In World Intellectual Property Organization application WO 99/55089, still a different type of system is described which “scrambles” the bits of a music file by interchanging portions of an audio sample with other nearby portions in the file. This technique again differs from the present invention, which does not rely on interchanging data at all. The following publications, however, do describe a system with similar intent to the present invention, with a technique they describe as “Bitwise XOR of least significant bits of the quantized spectral coefficients with a key-dependent pseudo random number sequence.”
Herre, Jürgen and Eric Allamanche, “Compatible Scrambling of Compressed Audio,” Proceedings 1999 IEEE Workshop on Applications of signal Processing to Audio and Acoustics, New Paltz, N.Y., Oct. 17-20, 1999.

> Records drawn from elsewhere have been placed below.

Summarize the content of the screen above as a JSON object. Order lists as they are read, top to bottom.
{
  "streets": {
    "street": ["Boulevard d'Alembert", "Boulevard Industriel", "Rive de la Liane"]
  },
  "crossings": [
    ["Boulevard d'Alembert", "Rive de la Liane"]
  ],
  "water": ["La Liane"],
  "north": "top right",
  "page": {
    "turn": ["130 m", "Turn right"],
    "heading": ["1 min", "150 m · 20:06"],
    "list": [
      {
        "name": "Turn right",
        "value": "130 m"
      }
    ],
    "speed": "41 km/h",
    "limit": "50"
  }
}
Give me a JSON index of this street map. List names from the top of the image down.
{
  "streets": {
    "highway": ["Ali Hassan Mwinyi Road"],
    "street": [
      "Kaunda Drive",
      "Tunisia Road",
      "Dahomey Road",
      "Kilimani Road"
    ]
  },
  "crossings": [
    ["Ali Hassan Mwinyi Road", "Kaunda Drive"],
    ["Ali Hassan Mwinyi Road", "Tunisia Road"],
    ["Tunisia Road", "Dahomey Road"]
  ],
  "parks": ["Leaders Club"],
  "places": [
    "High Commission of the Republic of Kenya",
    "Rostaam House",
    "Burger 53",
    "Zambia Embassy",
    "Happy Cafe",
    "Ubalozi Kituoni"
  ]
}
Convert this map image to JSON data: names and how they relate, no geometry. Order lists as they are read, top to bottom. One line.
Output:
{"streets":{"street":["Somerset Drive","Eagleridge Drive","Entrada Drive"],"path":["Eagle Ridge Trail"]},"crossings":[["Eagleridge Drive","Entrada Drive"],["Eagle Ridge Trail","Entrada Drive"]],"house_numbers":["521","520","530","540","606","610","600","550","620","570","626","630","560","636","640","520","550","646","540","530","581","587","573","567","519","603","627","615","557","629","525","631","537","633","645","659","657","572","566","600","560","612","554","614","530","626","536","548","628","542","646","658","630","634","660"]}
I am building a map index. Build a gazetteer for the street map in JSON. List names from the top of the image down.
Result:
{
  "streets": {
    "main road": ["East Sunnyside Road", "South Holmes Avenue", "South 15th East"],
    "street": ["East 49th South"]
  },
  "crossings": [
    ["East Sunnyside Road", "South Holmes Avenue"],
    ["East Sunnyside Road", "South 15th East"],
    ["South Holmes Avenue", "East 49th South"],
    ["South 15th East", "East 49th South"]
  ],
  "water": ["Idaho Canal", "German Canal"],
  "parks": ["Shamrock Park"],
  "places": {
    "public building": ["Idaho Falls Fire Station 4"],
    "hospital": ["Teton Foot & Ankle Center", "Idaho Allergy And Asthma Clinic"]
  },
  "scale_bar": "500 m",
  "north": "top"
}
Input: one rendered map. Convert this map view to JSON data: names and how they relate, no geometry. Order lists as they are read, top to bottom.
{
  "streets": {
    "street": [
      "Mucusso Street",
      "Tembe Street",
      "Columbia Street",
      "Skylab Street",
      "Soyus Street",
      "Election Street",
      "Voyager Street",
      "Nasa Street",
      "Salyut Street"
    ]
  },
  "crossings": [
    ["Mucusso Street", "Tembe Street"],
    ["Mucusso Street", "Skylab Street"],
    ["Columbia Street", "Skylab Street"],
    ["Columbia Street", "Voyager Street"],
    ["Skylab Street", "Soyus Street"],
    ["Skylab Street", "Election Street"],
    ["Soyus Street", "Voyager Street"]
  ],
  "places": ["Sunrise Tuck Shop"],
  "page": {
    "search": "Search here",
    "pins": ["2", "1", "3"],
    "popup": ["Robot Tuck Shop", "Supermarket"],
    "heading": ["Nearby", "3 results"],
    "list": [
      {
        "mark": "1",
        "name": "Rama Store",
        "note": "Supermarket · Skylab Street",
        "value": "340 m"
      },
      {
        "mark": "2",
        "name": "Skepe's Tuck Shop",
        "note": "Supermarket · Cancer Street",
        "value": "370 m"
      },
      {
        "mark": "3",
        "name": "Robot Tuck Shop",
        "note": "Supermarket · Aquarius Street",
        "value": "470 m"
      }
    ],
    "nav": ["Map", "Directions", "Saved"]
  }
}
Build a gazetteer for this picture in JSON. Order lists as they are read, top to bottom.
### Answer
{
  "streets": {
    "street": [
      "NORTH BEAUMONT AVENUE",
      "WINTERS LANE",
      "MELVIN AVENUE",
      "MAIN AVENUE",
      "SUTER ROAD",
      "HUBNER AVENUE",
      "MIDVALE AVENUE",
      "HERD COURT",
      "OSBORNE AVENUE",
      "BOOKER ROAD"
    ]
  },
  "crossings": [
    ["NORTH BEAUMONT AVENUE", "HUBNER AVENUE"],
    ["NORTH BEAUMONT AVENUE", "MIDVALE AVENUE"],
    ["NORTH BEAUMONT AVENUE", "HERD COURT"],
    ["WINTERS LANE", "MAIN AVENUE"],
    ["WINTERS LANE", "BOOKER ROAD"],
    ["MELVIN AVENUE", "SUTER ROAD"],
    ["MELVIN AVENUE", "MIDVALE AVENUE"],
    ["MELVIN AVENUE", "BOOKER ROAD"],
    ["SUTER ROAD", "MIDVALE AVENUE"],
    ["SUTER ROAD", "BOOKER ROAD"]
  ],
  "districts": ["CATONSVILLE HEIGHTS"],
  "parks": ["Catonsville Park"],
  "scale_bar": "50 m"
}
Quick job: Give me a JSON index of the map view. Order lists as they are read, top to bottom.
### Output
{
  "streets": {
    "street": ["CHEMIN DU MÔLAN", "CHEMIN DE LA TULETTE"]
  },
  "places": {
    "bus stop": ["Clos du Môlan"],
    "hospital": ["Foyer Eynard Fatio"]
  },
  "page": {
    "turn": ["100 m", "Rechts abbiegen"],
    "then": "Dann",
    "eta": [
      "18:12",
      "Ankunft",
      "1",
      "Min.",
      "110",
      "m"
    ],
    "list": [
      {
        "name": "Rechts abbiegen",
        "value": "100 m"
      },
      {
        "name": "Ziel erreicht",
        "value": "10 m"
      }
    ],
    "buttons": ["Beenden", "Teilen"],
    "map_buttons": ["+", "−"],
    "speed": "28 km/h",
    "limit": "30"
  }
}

Unlike the technique of the present invention, though, this compatible scrambling technique is not described as using the step of analyzing the content of the media, so as to add the proper amount of noise to the media, and so do not overcome the limitation that they are unable to vary the amount of noise introduced dynamically. Instead, they describe the use of an alternate method, “reordering of spectral coefficients,” which they say “produced the most uniform distortion for all types of audio material.”
They confirm this in a subsequent paper, where they describe the same technique as “Bitwise XOR with Spectral Coefficients”:
In the system described therein, on pp. 8-9 of that document, they state that “subjective informal testing of the perceptual degradations showed that the distortions produced for incorrect descrambling depend on the type of audio material encoded and may, for some cases, not be strong enough to discourage illegal listening.” They were not able to overcome this problem, so their final solution proposes a different system involving the swapping of various coefficients. In accordance with the present invention, a significant, novel and non-obvious improvement is provided which addresses this problem; namely, analyzing the media properties, creating a customized watermark designed to be perceptually intrusive in the context of that media, and then storing the watermarking parameters, as later more fully detailed.
Still another patent application EP 1 189 372 A2 teaches a system wherein a noise signal, which is at “a level of sound perceivable by the human sense of hearing signal,” is added to an existing signal. In their system, an audio signal is separated out into a number of frequency bands. The “telephone voice band” of 300-3,400 Hz is separated out to have noise signal parameters stored in it using imperceptible watermarking techniques. The remaining information has a noise signal added to it based on these noise signal parameters.
Although this may appear superficially similar to the system of the present invention, there are significant differences. They do not teach, as do applicants, how to limit the added noise signal to avoid having media compressed with a frequency-domain codec (such as mp3) affected by the addition of the noise signal, during the encoding process. They must also embed the noise signal parameters in untouched frequency bands, whereas the present invention is able to embed the noise signal parameters in the same frequency bands where the noise signal itself is embedded. They also only teach the embedding of a single “third key”, which appears to be their term for the noise signal parameters, in the song (paragraphs 78-79, 116, and 122), so do not teach how to have noise signal parameters, which change from moment to moment throughout the song.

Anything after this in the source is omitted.